La présence des artistes ukrainiens au Festival d’Avignon est accrue, et ce, pour rappeler aux Européens qu’ils ne doivent pas baisser la garde. Tandis que dans la Cour d’honneur, Marta Gornicka, la réalisatrice polonaise de Mothers. A Song for Wartime, entonne les chansons de femmes réfugiées ukrainiennes et biélorusses en Pologne, environ une trentaine de jeunes artistes vivant sous les assauts russes ont été invités à rejoindre la ville des Papes par Pascal Keiser, le directeur de la Manufacture Theatre, organisant des événements « off ».
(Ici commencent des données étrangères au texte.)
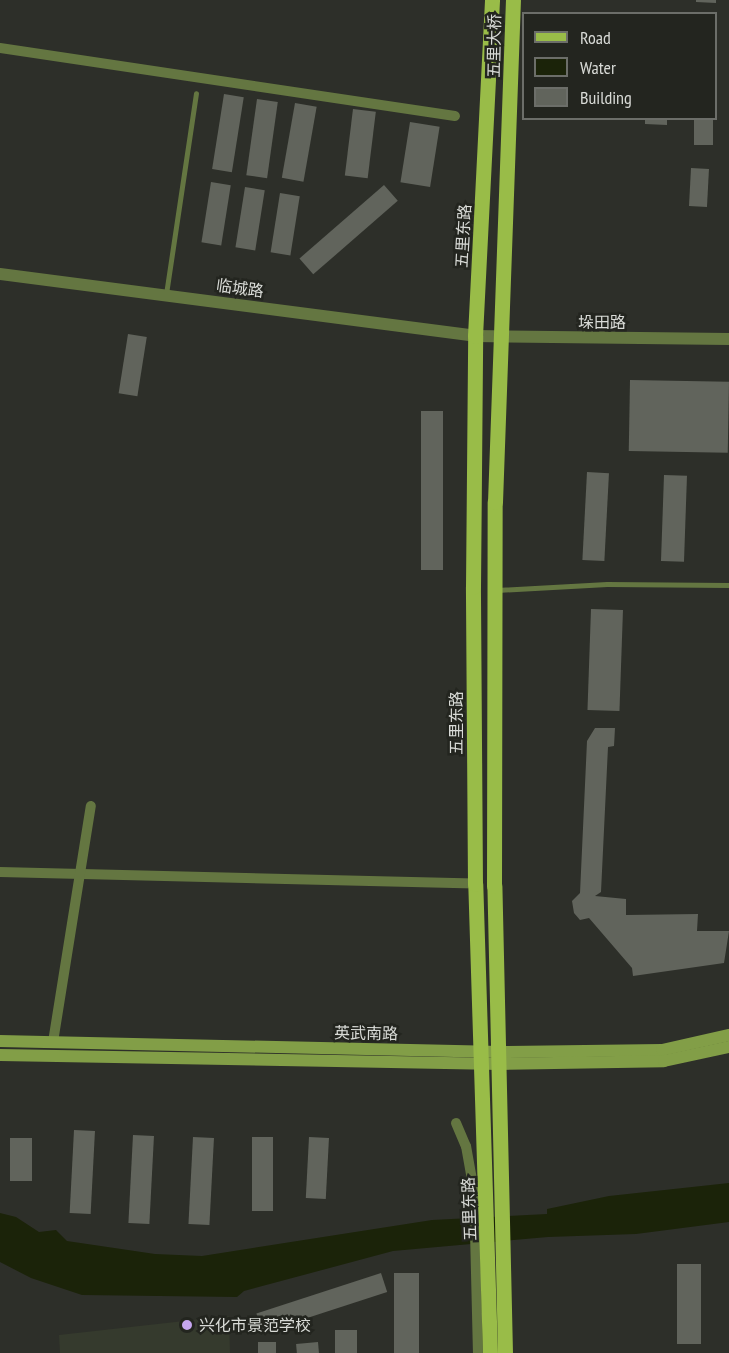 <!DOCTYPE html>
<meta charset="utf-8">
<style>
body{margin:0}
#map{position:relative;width:729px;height:1353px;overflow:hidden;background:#2d2f29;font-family:"PT Sans Narrow","Noto Sans SC",sans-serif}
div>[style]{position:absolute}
.built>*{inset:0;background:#353a2d}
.water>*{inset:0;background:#1b2309}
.building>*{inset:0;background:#61645c;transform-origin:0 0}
.service>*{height:5px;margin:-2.5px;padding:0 2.5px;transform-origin:2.5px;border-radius:2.5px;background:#647641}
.minor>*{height:10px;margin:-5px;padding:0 5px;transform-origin:5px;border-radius:5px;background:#647641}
.tertiary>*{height:12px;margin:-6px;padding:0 6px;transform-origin:6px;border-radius:6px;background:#647641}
.secondary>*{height:12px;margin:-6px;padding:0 6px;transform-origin:6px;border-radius:6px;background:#829e47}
.primary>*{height:15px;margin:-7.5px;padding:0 7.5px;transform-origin:7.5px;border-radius:7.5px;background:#99bc48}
.dots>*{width:16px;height:16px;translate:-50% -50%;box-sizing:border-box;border:3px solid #23251f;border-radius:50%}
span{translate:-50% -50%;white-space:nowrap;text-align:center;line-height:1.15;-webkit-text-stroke:5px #23251f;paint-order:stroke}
.street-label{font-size:16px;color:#d9dbd7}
.poi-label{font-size:16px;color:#d9dbd7}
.left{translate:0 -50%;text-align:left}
.legend{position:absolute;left:522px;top:12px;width:195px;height:108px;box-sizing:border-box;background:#23251f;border:2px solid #6c6e69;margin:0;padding:8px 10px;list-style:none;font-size:18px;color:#d9dbd7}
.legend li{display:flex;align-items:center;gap:12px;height:30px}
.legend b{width:30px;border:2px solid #6c6e69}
</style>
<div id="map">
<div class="built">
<div style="clip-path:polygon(229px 1316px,230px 1353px,60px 1353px,59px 1335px)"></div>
</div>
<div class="water">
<div style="clip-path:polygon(729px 1183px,729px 1222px,636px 1234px,548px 1237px,393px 1251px,244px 1291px,237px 1297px,82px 1295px,31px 1278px,0 1262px,0 1213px,16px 1217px,39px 1232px,56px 1230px,67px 1241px,155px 1254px,202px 1256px,432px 1220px,547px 1214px,547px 1209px,609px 1196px)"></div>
</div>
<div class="building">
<div style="clip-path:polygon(696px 0,716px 0,716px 3px,696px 2px)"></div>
<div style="left:224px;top:94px;width:20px;height:76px;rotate:9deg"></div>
<div style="left:257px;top:99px;width:21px;height:77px;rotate:8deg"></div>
<div style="left:295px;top:103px;width:22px;height:76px;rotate:10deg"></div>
<div style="left:353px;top:109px;width:23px;height:67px;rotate:7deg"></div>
<div style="clip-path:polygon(645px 118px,667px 118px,667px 125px,645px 124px)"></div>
<div style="left:694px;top:118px;width:19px;height:27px"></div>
<div style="left:410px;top:122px;width:30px;height:61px;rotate:9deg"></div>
<div style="left:691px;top:168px;width:18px;height:38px;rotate:3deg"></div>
<div style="left:211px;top:182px;width:20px;height:61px;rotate:9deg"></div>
<div style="left:384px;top:185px;width:21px;height:112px;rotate:49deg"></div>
<div style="left:245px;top:187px;width:20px;height:61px;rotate:9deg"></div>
<div style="left:280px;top:193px;width:20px;height:60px;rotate:9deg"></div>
<div style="left:128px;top:334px;width:19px;height:60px;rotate:9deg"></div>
<div style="left:630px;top:380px;width:99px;height:71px;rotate:1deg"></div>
<div style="left:421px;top:411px;width:22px;height:159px"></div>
<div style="left:587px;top:472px;width:22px;height:88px;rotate:3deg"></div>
<div style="left:664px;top:475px;width:23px;height:86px;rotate:2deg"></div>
<div style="left:591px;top:609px;width:32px;height:101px;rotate:2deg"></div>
<div style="clip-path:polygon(595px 728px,615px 728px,614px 746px,608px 747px,601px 892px,595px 896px,626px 899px,626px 915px,698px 914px,697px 931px,729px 931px,724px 963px,633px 976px,632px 968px,589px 918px,580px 920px,574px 913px,572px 901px,580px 893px,587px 741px)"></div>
<div style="left:74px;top:1130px;width:21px;height:83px;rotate:3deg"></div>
<div style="left:133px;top:1135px;width:21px;height:88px;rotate:3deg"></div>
<div style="left:193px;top:1137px;width:21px;height:87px;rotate:3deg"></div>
<div style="left:252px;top:1137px;width:21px;height:74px"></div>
<div style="left:309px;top:1137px;width:20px;height:61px;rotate:3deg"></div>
<div style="left:10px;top:1138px;width:22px;height:43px"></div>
<div style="left:677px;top:1264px;width:24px;height:80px"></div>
<div style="left:381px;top:1273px;width:20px;height:131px;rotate:72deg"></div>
<div style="left:394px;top:1273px;width:25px;height:80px"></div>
<div style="left:335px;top:1330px;width:22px;height:23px"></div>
<div style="left:258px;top:1342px;width:18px;height:11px"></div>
<div style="left:318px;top:1342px;width:11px;height:22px;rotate:85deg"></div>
</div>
<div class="service">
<div style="left:166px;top:294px;width:203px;rotate:-81.5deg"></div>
<div style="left:497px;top:590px;width:110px;rotate:-3.1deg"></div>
<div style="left:607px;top:584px;width:122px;rotate:0.5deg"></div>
</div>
<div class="minor">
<div style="left:0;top:48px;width:460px;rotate:8.5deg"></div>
<div style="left:0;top:872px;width:475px;rotate:1.4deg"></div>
<div style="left:53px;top:1042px;width:239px;rotate:-80.9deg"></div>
<div style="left:456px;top:1123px;width:25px;rotate:67deg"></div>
<div style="left:466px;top:1146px;width:46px;rotate:79.9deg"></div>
<div style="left:474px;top:1191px;width:162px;rotate:88.6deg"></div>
</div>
<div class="tertiary">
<div style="left:0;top:274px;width:479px;rotate:7.4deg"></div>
<div style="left:475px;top:336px;width:254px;rotate:0.7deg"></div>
</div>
<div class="secondary">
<div style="left:0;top:1041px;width:500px;rotate:1.26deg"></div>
<div style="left:500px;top:1052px;width:162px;rotate:-0.7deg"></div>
<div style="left:662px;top:1050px;width:69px;rotate:-12.6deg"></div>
<div style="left:0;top:1055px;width:500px;rotate:1.03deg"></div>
<div style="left:500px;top:1064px;width:164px;rotate:-1deg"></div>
<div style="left:664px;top:1061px;width:66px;rotate:-12.2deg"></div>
</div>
<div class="primary">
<div style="left:490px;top:1353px;width:469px;rotate:-91.8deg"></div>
<div style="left:475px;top:884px;width:297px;rotate:-90.4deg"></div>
<div style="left:473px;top:587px;width:251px;rotate:-89.5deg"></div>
<div style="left:475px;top:336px;width:336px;rotate:-87.1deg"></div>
<div style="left:505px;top:1353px;width:467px;rotate:-91.3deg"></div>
<div style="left:494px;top:886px;width:384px;rotate:-89.9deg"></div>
<div style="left:495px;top:502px;width:502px;rotate:-87.95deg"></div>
</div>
<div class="dots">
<div style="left:187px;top:1325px;background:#c6a6f0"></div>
</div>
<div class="street-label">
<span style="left:494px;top:46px;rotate:-89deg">五里大桥</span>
<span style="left:463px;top:236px;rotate:-87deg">五里东路</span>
<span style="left:240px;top:288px;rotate:8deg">临城路</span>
<span style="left:602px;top:322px">垛田路</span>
<span style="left:456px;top:723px;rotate:-90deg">五里东路</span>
<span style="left:366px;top:1033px;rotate:1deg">英武南路</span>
<span style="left:469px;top:1209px;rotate:-92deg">五里东路</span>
</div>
<div class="poi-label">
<span class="left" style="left:199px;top:1325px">兴化市景范学校</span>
</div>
<ul class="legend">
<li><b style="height:8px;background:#99bc48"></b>Road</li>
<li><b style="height:16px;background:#1b2309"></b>Water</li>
<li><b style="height:16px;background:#61645c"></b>Building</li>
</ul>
</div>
Le 8 juillet, un hôpital pour enfants à Kiev a été touché par des missiles russes. « Nous, en tant que nations et artistes, nous devons apprendre comment former des coalitions et des internationalisations humanistes pour contrer les internationalisations totalitaires. Il nous incombe d’inventer l’avenir », déclare Romana Soutus, productrice du groupe Vidlik Projects, qui a créé Misto Mariï, une performance musicale documentaire dédiée aux traumatismes de guerre.
Ivan Uryvskyi, fatigué mais d’accord avec elle, met en scène Caligula de Camus, une pièce intense qui analyse le déclin d’un empereur dont l’hubris le fait passer de la démocratie à la tyrannie. « Nous vivons dans un danger permanent ».
La pièce de théâtre a vu le jour il y a deux ans au Théâtre national Ivan-Franko, positionné à une distance minime de 40 mètres du palais présidentiel Mariïnsky, au cœur de la métropole ukrainienne. Malgré les difficultés, le théâtre reste ouvert. L’actuel président Volodymyr Zelensky, de même que les résidents, continuent de donner de l’importance à la culture. « Suite à l’invasion russe, pendant deux mois, les gens se cloîtraient chez eux. Nous avons réinstauré les représentations théâtrales dans des zones souterraines ainsi que des parkings. Très rapidement, la population a réinvesti le théâtre, en plus grand nombre qu’auparavant. En réponse à la question : une nation en conflit a-t-elle besoin de théâtre ? La réponse est affirmativement oui », déclare Ivan Uryvskyi, appuyé par l’enthousiasme des fans qui font longuement la file devant le théâtre. Lui-même doit gérer la fatigue, la terreur et les alertes retentissantes jour après jour.
Liudmyla Harbuz, qui travaille au théâtre en tant que vice-directrice du développement international, montre une vidéo sur son téléphone mobile. La vidéo montre des acteurs dans leurs habits de scène assis dans une cour morose, la mine défaite, en attente de remonter sur la scène. « C’est notre réalité constante, les représentations sont interrompues, nécessitant d’arrêter et d’attendre. Nous vivons constamment sous la menace », dit-elle. Tous continuent de repousser la terreur en se plongeant dans leur travail. Leur combat à travers les arts vient du fait qu’ils ont appris à manipuler des mitraillettes. Une quinzaine de salariés du Théâtre national Ivan-Franko ont rejoint le front. Un collègue a été tué, un autre est porté disparu.